───── Records shown

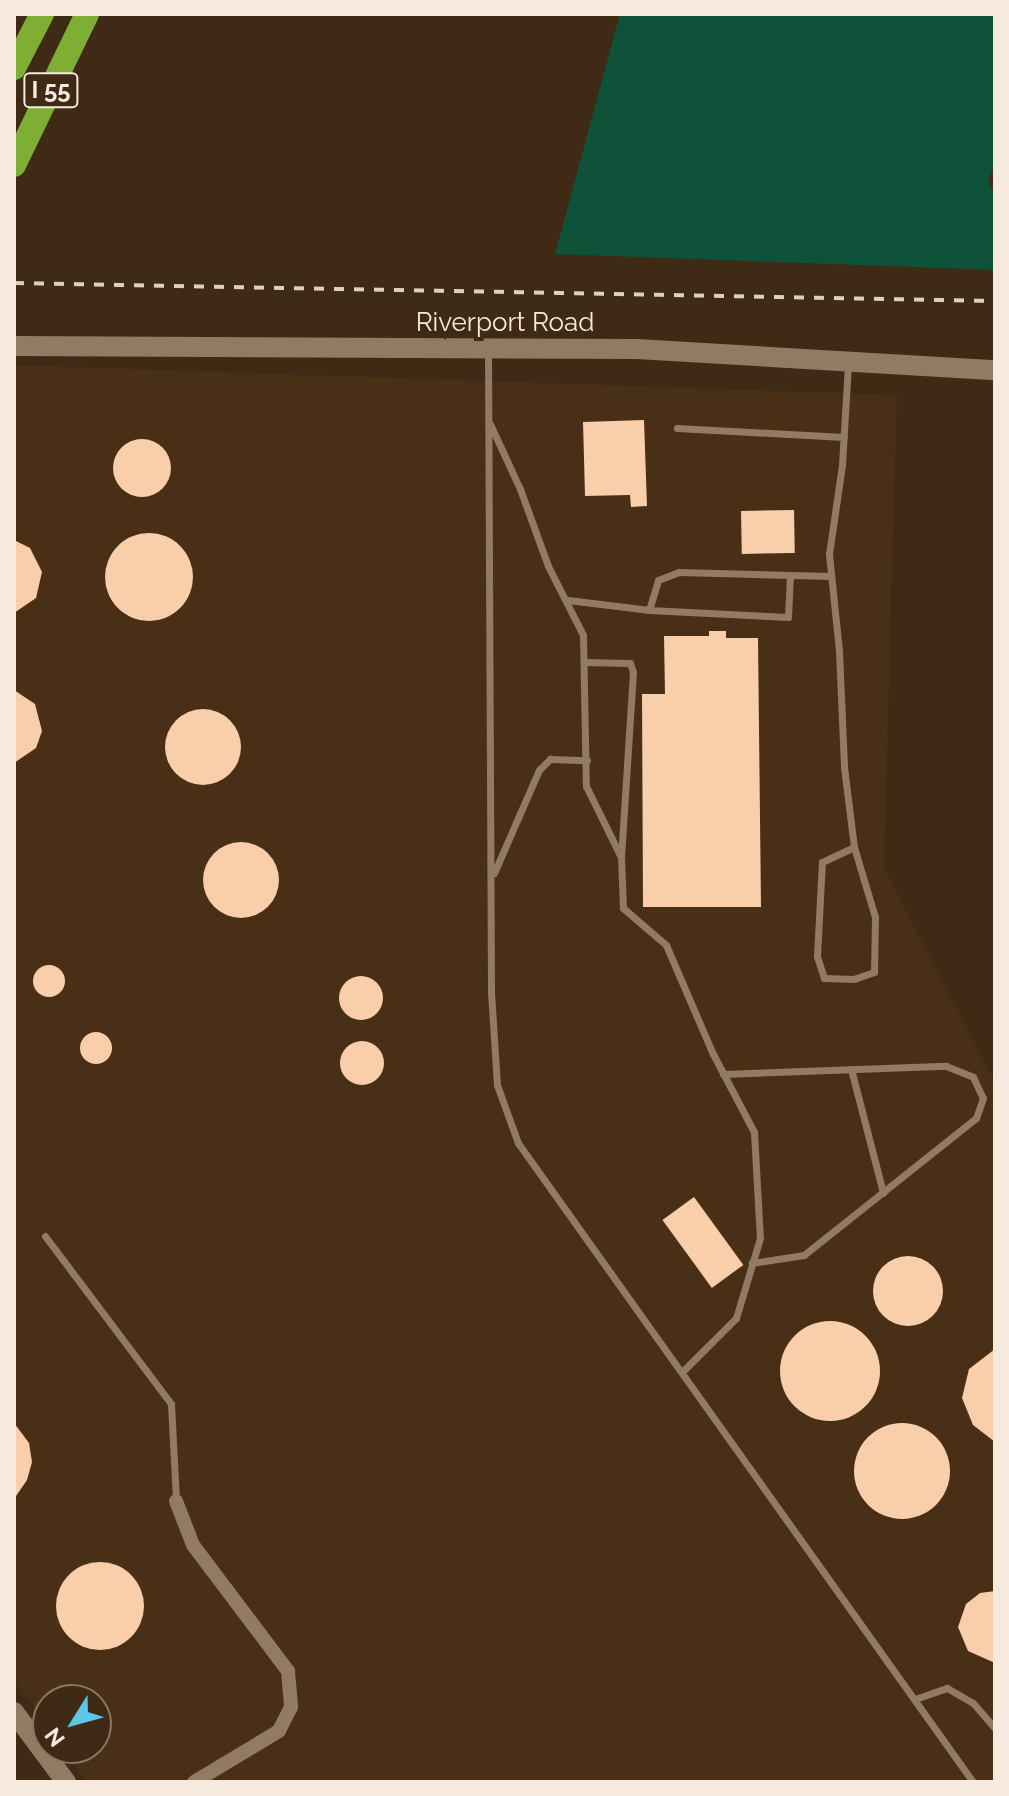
<!DOCTYPE html>
<style>
body{margin:0}
#map{position:relative;width:1009px;height:1796px;overflow:hidden;background:#3f2a16;font-family:Raleway,sans-serif}
div>[style]{position:absolute}
[style*='--x']{left:calc(var(--x)*1px);top:calc(var(--y)*1px);width:calc(var(--w)*1px);rotate:calc(var(--a)*1deg)}
.built>*{inset:0;background:#482f15}
.green>*{inset:0;background:#0e523a}
.building>*{inset:0;background:#f8cfaa;transform-origin:0 0}
.round{border-radius:50%}
.lane>*{height:7px;margin:-3.5px;padding:0 3.5px;transform-origin:3.5px;border-radius:3.5px;background:#927a64}
.street>*{height:14px;margin:-7px;padding:0 7px;transform-origin:7px;border-radius:7px;background:#927a64}
.secondary>*{height:20px;margin:-10px;padding:0 10px;transform-origin:10px;border-radius:10px;background:#927a64}
.highway>*{height:24px;margin:-12px;padding:0 12px;transform-origin:12px;border-radius:12px;background:#7fae34}
.rail>*{height:4px;margin-top:-2px;transform-origin:0;background:repeating-linear-gradient(90deg,#ddcfc2 0 10px,transparent 0 20px)}
span{translate:-50% -50%;white-space:nowrap;text-align:center;line-height:1.15;-webkit-text-stroke:8px #3f2a16;paint-order:stroke}
.shield-label span{padding:2px 6px;background:#3f2a16;border:2px solid;border-radius:6px;-webkit-text-stroke-width:0}
.shield-label{font-size:24px;color:#f6e9dd;font-weight:700}
.street-label{font-size:26px;color:#f6e9dd}
.frame{position:absolute;inset:0;border:16px solid #f6e9dd;pointer-events:none}
.north{position:absolute;left:32px;top:1684px;width:80px;height:80px;box-sizing:border-box;background:#3f2a16;border:2px solid #887666;border-radius:50%;rotate:233deg;font-size:22px;font-weight:700;line-height:32px;text-align:center;color:#f6e9dd}
.north::after{content:'';display:block;margin:auto;width:28px;height:36px;background:#5dc7e8;clip-path:polygon(50% 0,100% 100%,50% 72%,0 100%)}
</style>
<div id="map">
<div class="built">
<div style="clip-path:polygon(14px 365px,897px 395px,884px 868px,995px 1083px,995px 1782px,87px 1782px,63px 1748px,96px 1748px,96px 1700px,48px 1700px,48px 1727px,14px 1679px)"></div>
</div>
<div class="green">
<div style="clip-path:polygon(620px 14px,995px 14px,995px 163px,988px 182px,995px 195px,995px 270px,555px 254px)"></div>
</div>
<div class="building">
<div style="clip-path:polygon(644px 420px,647px 506px,631px 507px,630px 495px,585px 496px,583px 422px)"></div>
<div class="round" style="left:113px;top:439px;width:58px;height:58px"></div>
<div style="left:794px;top:510px;width:43px;height:53px;rotate:89deg"></div>
<div class="round" style="left:105px;top:533px;width:88px;height:88px"></div>
<div style="clip-path:polygon(14px 540px,30px 548px,42px 572px,36px 598px,14px 613px)"></div>
<div style="clip-path:polygon(709px 631px,726px 631px,726px 638px,758px 638px,761px 907px,643px 907px,642px 694px,665px 694px,664px 636px,709px 636px)"></div>
<div style="clip-path:polygon(14px 690px,35px 704px,42px 731px,36px 748px,14px 763px)"></div>
<div class="round" style="left:165px;top:709px;width:76px;height:76px"></div>
<div class="round" style="left:203px;top:842px;width:76px;height:76px"></div>
<div class="round" style="left:33px;top:965px;width:32px;height:32px"></div>
<div class="round" style="left:339px;top:976px;width:44px;height:44px"></div>
<div class="round" style="left:80px;top:1032px;width:32px;height:32px"></div>
<div class="round" style="left:340px;top:1041px;width:44px;height:44px"></div>
<div style="left:694px;top:1197px;width:84px;height:39px;rotate:54deg"></div>
<div class="round" style="left:873px;top:1256px;width:70px;height:70px"></div>
<div class="round" style="left:780px;top:1321px;width:100px;height:100px"></div>
<div style="clip-path:polygon(995px 1349px,995px 1442px,973px 1425px,962px 1398px,969px 1369px)"></div>
<div style="clip-path:polygon(14px 1423px,29px 1443px,32px 1462px,27px 1480px,14px 1499px)"></div>
<div class="round" style="left:854px;top:1423px;width:96px;height:96px"></div>
<div class="round" style="left:56px;top:1562px;width:88px;height:88px"></div>
<div style="clip-path:polygon(995px 1591px,995px 1663px,968px 1651px,958px 1627px,966px 1604px,980px 1593px)"></div>
</div>
<div class="lane">
<div style="--x:488;--y:351;--w:641;--a:89.73"></div>
<div style="--x:491;--y:992;--w:93;--a:86.3"></div>
<div style="--x:497;--y:1085;--w:62;--a:70.1"></div>
<div style="--x:518;--y:1143;--w:784;--a:54.55"></div>
<div style="--x:848;--y:364;--w:101;--a:93.4"></div>
<div style="--x:842;--y:465;--w:90;--a:98.3"></div>
<div style="--x:829;--y:554;--w:98;--a:84.1"></div>
<div style="--x:839;--y:651;--w:116;--a:87.5"></div>
<div style="--x:844;--y:767;--w:81;--a:82.9"></div>
<div style="--x:854;--y:847;--w:73;--a:73.3"></div>
<div style="--x:875;--y:917;--w:55;--a:91"></div>
<div style="--x:874;--y:972;--w:21;--a:161"></div>
<div style="--x:854;--y:979;--w:30;--a:-178"></div>
<div style="--x:824;--y:978;--w:23;--a:-108"></div>
<div style="--x:817;--y:956;--w:94;--a:-87"></div>
<div style="--x:822;--y:862;--w:35;--a:-25"></div>
<div style="--x:490;--y:424;--w:72;--a:65.2"></div>
<div style="--x:520;--y:489;--w:82;--a:70"></div>
<div style="--x:548;--y:566;--w:77;--a:63.1"></div>
<div style="--x:583;--y:635;--w:151;--a:88.9"></div>
<div style="--x:586;--y:786;--w:77;--a:63.8"></div>
<div style="--x:677;--y:428;--w:167;--a:3.1"></div>
<div style="--x:568;--y:600;--w:82;--a:7"></div>
<div style="--x:649;--y:610;--w:139;--a:2.9"></div>
<div style="--x:788;--y:617;--w:42;--a:-87.3"></div>
<div style="--x:649;--y:610;--w:31;--a:-73"></div>
<div style="--x:658;--y:580;--w:22;--a:-21"></div>
<div style="--x:679;--y:572;--w:152;--a:1.5"></div>
<div style="--x:584;--y:662;--w:46;--a:1.2"></div>
<div style="--x:630;--y:663;--w:9;--a:72"></div>
<div style="--x:633;--y:672;--w:185;--a:93.7"></div>
<div style="--x:621;--y:857;--w:51;--a:87.8"></div>
<div style="--x:623;--y:908;--w:57;--a:40.7"></div>
<div style="--x:666;--y:945;--w:119;--a:66.7"></div>
<div style="--x:713;--y:1054;--w:88;--a:62.3"></div>
<div style="--x:754;--y:1132;--w:106;--a:86.8"></div>
<div style="--x:760;--y:1238;--w:84;--a:106.7"></div>
<div style="--x:736;--y:1318;--w:75;--a:135"></div>
<div style="--x:494;--y:873;--w:112;--a:-66.4"></div>
<div style="--x:539;--y:770;--w:16;--a:-45"></div>
<div style="--x:550;--y:759;--w:37;--a:2"></div>
<div style="--x:851;--y:1069;--w:128;--a:75.5"></div>
<div style="--x:723;--y:1074;--w:223;--a:-2.1"></div>
<div style="--x:946;--y:1066;--w:29;--a:22"></div>
<div style="--x:973;--y:1077;--w:23;--a:65"></div>
<div style="--x:983;--y:1098;--w:21;--a:109"></div>
<div style="--x:976;--y:1118;--w:220;--a:141.5"></div>
<div style="--x:804;--y:1255;--w:53;--a:171.3"></div>
<div style="--x:45;--y:1236;--w:210;--a:53.1"></div>
<div style="--x:171;--y:1404;--w:97;--a:87"></div>
<div style="--x:915;--y:1699;--w:34;--a:-19"></div>
<div style="--x:947;--y:1688;--w:30;--a:30"></div>
<div style="--x:973;--y:1703;--w:33;--a:49"></div>
</div>
<div class="street">
<div style="--x:176;--y:1501;--w:47;--a:68.9"></div>
<div style="--x:193;--y:1545;--w:158;--a:53"></div>
<div style="--x:288;--y:1671;--w:36;--a:85"></div>
<div style="--x:291;--y:1707;--w:27;--a:117"></div>
<div style="--x:279;--y:1731;--w:99;--a:149"></div>
</div>
<div class="secondary">
<div style="--x:14;--y:346;--w:623;--a:0.28"></div>
<div style="--x:637;--y:349;--w:359;--a:3.4"></div>
<div style="--x:14;--y:1712;--w:87;--a:53.4"></div>
</div>
<div class="highway">
<div style="--x:14;--y:68;--w:61;--a:-62.6"></div>
<div style="--x:14;--y:165;--w:168;--a:-64.2"></div>
</div>
<div class="rail">
<div style="--x:14;--y:283;--w:981;--a:1.05"></div>
</div>
<div class="shield-label">
<span style="left:51px;top:90px">I 55</span>
</div>
<div class="street-label">
<span style="left:505px;top:323px">Riverport Road</span>
</div>
<div class="frame"></div>
<div class="north">N</div>
</div>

──────────

Problem to solve: Wherever a line of the data holds "highway", copy that line.

The completed task:
.highway>*{height:24px;margin:-12px;padding:0 12px;transform-origin:12px;border-radius:12px;background:#7fae34}
<div class="highway">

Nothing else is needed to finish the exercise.